Baranowicz: “Ho imparato così tanto! Insegnerò ai giovani”

Il palleggiatore tra Cisterna e i progetti per un futuro nella pallavolo: le dichiarazioni

Diego De PontiDiego De Ponti

Pubblicato il 06.12.2024, 08:31

4 min

Quindici stagioni in A1 e la mission di accompagnare Cisterna tra le migliori squadre del campionato di Superlega. Michele Baranowicz, a 35 anni, continua ad essere un palleggiatore dal tocco ispirato, studia all’università sport e management e progetta di varare, insieme a Ivan Zaytsev, una Academy per i giovani. Baranowicz è alla quarta stagione a Cisterna che è in corsa per un posto tra le migliori otto della prima parte di stagione, che porta in dote un posto ai quarti di finale di Coppa Italia. Non male per una squadra che deve confrontarsi con vere corazzate. Domenica i laziali affronteranno Monza, ma potrebbero già essere aritmeticamente certi dell’ottavo posto in caso di sconfitta questa sera di Taranto a Verona. C’è spazio quindi per guardare avanti.

Baranowicz, cosa si prova a vivere di nuovo la possibilità di tornare a giocare un quarto di finale di un trofeo di spessore?
«Devo essere sincero. Dopo tanti anni di A1, dopo tante esperienze non mi faccio prendere più da certe frenesie. Ho imparato tante cose, soprattutto a vivere dando importanza ad altri aspetti. E questo mi aiuta anche in campo».

È per questo che progetta un’Academy per i giovani con Zaytsev?
«Io e Ivan abbiamo in testa tanta idee, tante cose che stanno maturando. C’è la voglia di costruire una realtà che possa fornire servizi e supporto ai ragazzi che vogliano fare questo sport».
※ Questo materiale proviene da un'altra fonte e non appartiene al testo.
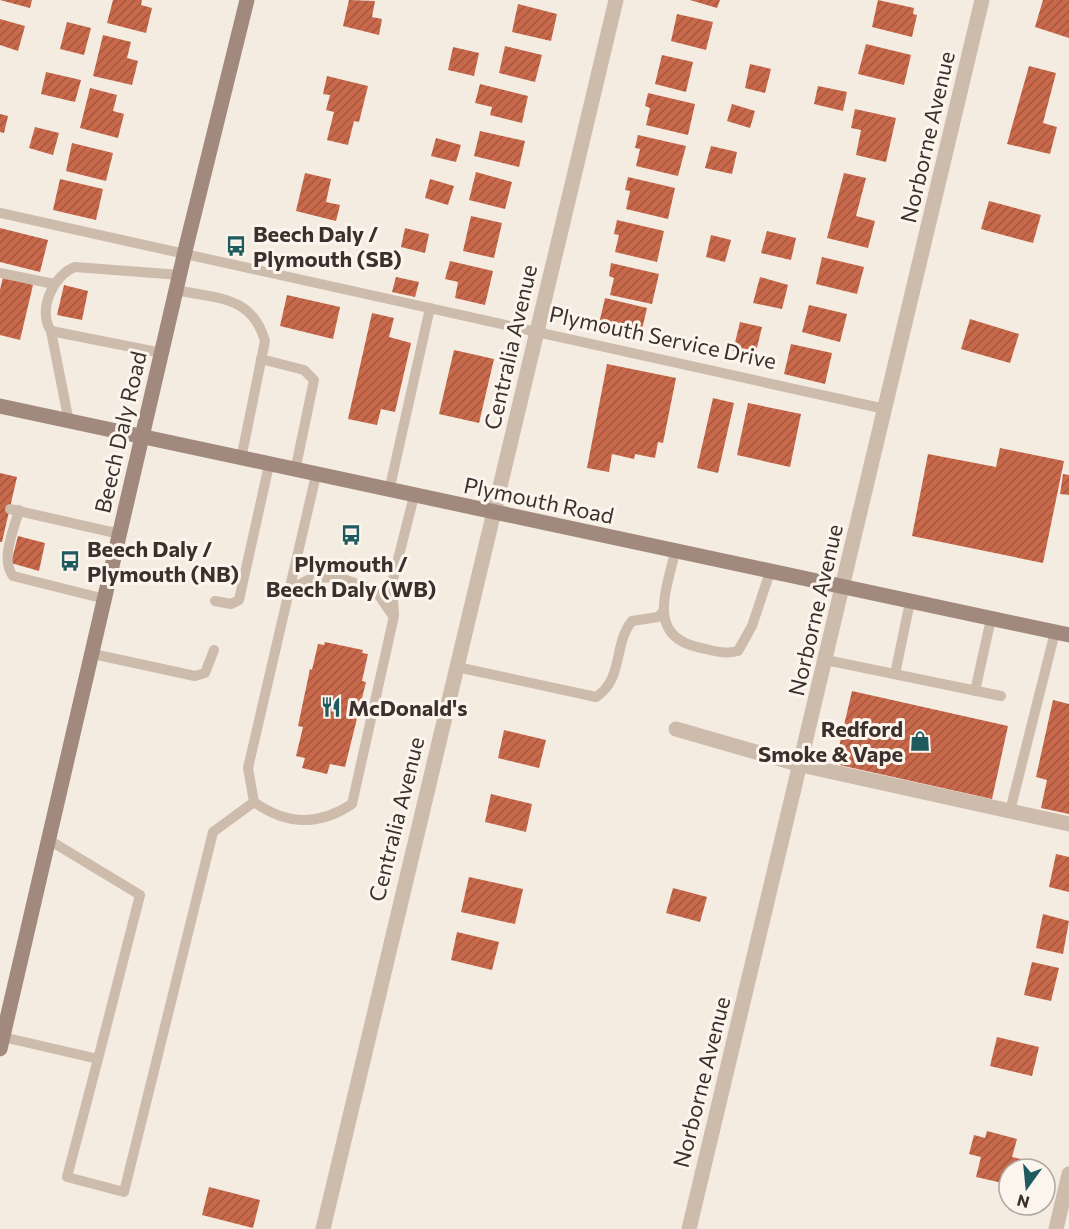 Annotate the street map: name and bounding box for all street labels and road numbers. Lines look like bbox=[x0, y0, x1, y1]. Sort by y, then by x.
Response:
street label: Norborne Avenue bbox=[894, 49, 960, 225]
street label: Centralia Avenue bbox=[478, 262, 542, 432]
street label: Plymouth Service Drive bbox=[547, 300, 779, 374]
street label: Beech Daly Road bbox=[88, 348, 152, 516]
street label: Plymouth Road bbox=[462, 471, 616, 529]
street label: Norborne Avenue bbox=[782, 522, 848, 698]
street label: Centralia Avenue bbox=[362, 734, 430, 904]
street label: Norborne Avenue bbox=[667, 994, 735, 1170] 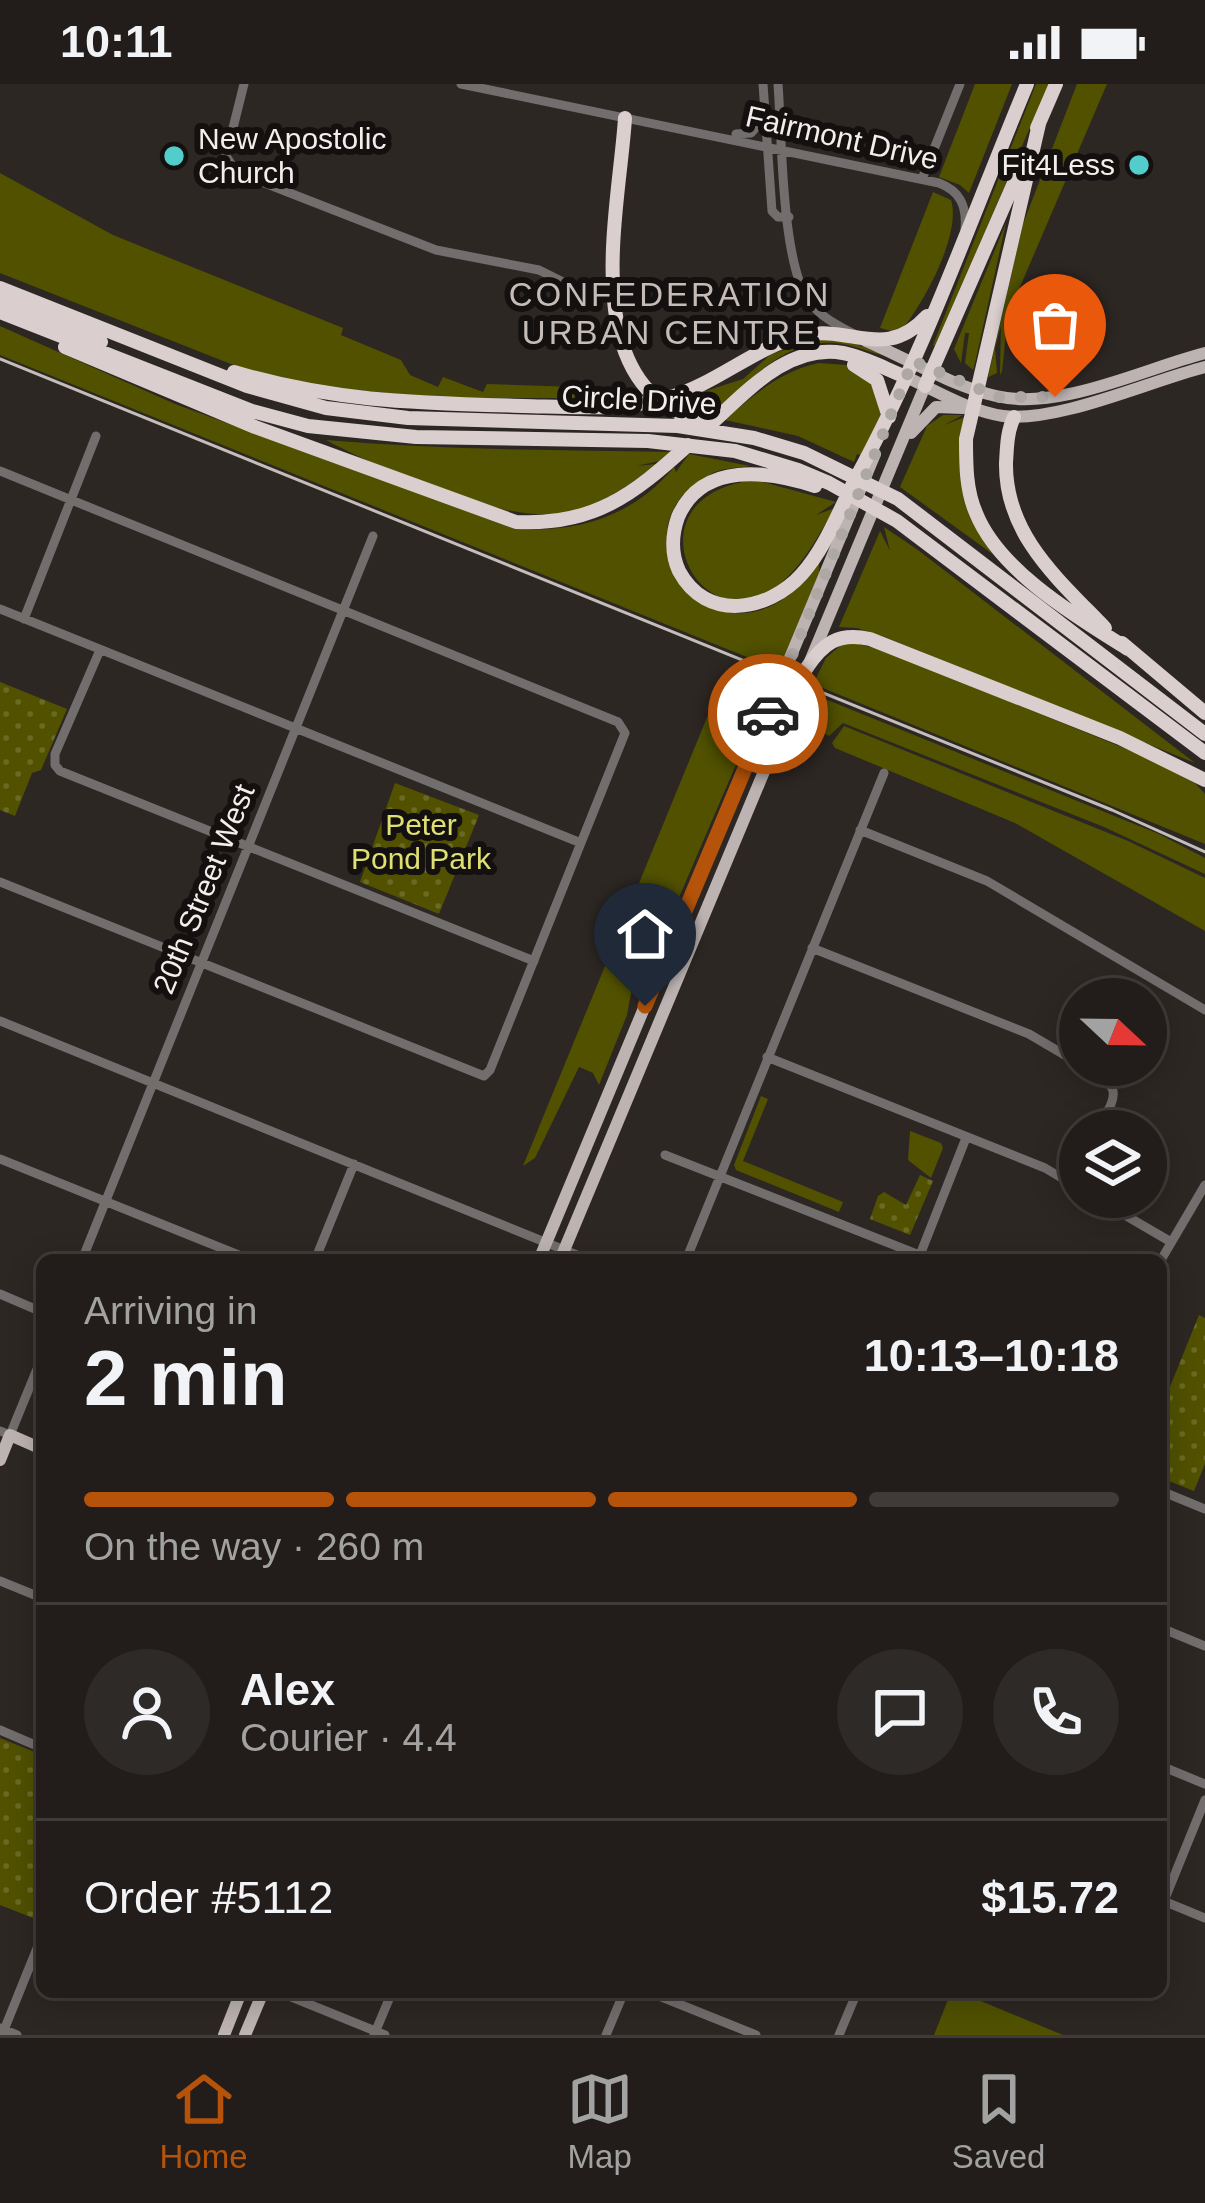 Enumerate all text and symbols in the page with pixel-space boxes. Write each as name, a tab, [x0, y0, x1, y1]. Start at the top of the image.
text: 10:11	[60, 16, 173, 67]
street label: Fairmont Drive	[743, 99, 942, 176]
place label: New Apostolic Church	[198, 122, 386, 189]
marker: New Apostolic Church	[161, 143, 187, 169]
place label: Fit4Less	[1002, 148, 1115, 181]
marker: Fit4Less	[1126, 152, 1152, 178]
pin	[1004, 274, 1106, 397]
district label: CONFEDERATION URBAN CENTRE	[509, 276, 831, 351]
icon: bag	[1022, 292, 1088, 358]
street label: Circle Drive	[561, 379, 717, 420]
courier	[708, 654, 828, 774]
icon: car	[735, 681, 801, 747]
street label: 20th Street West	[146, 779, 261, 998]
park label: Peter Pond Park	[351, 808, 492, 875]
pin	[594, 883, 696, 1006]
icon: home	[612, 901, 678, 967]
north arrow	[1059, 978, 1167, 1086]
map controls	[1059, 978, 1167, 1218]
button: layers	[1059, 1110, 1167, 1218]
text: Arriving in	[84, 1289, 257, 1332]
text: 10:13–10:18	[864, 1330, 1119, 1381]
text: 2 min	[84, 1334, 288, 1422]
text: On the way · 260 m	[84, 1525, 424, 1568]
button: person	[84, 1649, 210, 1775]
button: chat	[837, 1649, 963, 1775]
button: phone	[993, 1649, 1119, 1775]
text: Alex	[240, 1664, 335, 1715]
text: Courier · 4.4	[240, 1716, 457, 1759]
text: Order #5112	[84, 1872, 333, 1923]
text: $15.72	[981, 1872, 1119, 1923]
tab: Home	[160, 2066, 248, 2176]
tab: Map	[567, 2066, 633, 2176]
tab: Saved	[952, 2066, 1045, 2176]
Prima viene il campionato e la corsa per entrare tre le prime otto. Avete avuto una partenza in salita.
«Direi che è stata più che altra complicata. Il nostro è stato un calendario molto difficile. Abbiamo trovato sulla nostra strada tutte le big. Abbiamo fatto bene con Verona. Anche con Trento avremmo meritato un punticino. Lo stesso forse con Piacenza. Poi quando perdi tutto diventa più complicato. Però i nostri ragazzi sono stati bravi a reagire e ora ce la giochiamo».

Quali sono le caratteristiche di questa squadra?
«La squadra è rimasta la stessa della scorsa stagione con l’innesto di Pace e di Diamantini. L’obiettivo che ci siamo posti è di riuscire a fare meglio dello scorso anno, noni alla fine della stagione regolare. La nostra crescita dipenderà dalla maturazione di Faure, Ramon e Bayram. Abbiamo lavorato molto sulla battuta, siamo soddisfatti della correlazione muro-difesa. Dobbiamo crescere ancora nella fase di side-out. Il nostro è un percorso che dipenderà molto anche dagli step mentali dei ragazzi».

È molto cambiata la pallavolo da quando ha iniziato?
«È cambiato tutto. Quando ero un ragazzo c’era tanta attenzione alla tecnica, l’errore non era tollerato, c’era quella cattiveria ce ti aiutava a crescere. Oggi tutto è più tranquillo, conta di più il gruppo, c’è molta più amicizia e la cosa importante è stare bene insieme agli altri in campo e in palestra».

Correre per l’ottavo posto è importante per Cisterna?
«È un giusto traguardo e ci dà sicurezza, anche perché vuol dire che siamo già a buon punto nella corsa salvezza».

E Monza?
«Ai ragazzi ho detto che è una sfida bugiarda. Valgono molto di più della loro classifica. Non possiamo abbassare la guardia».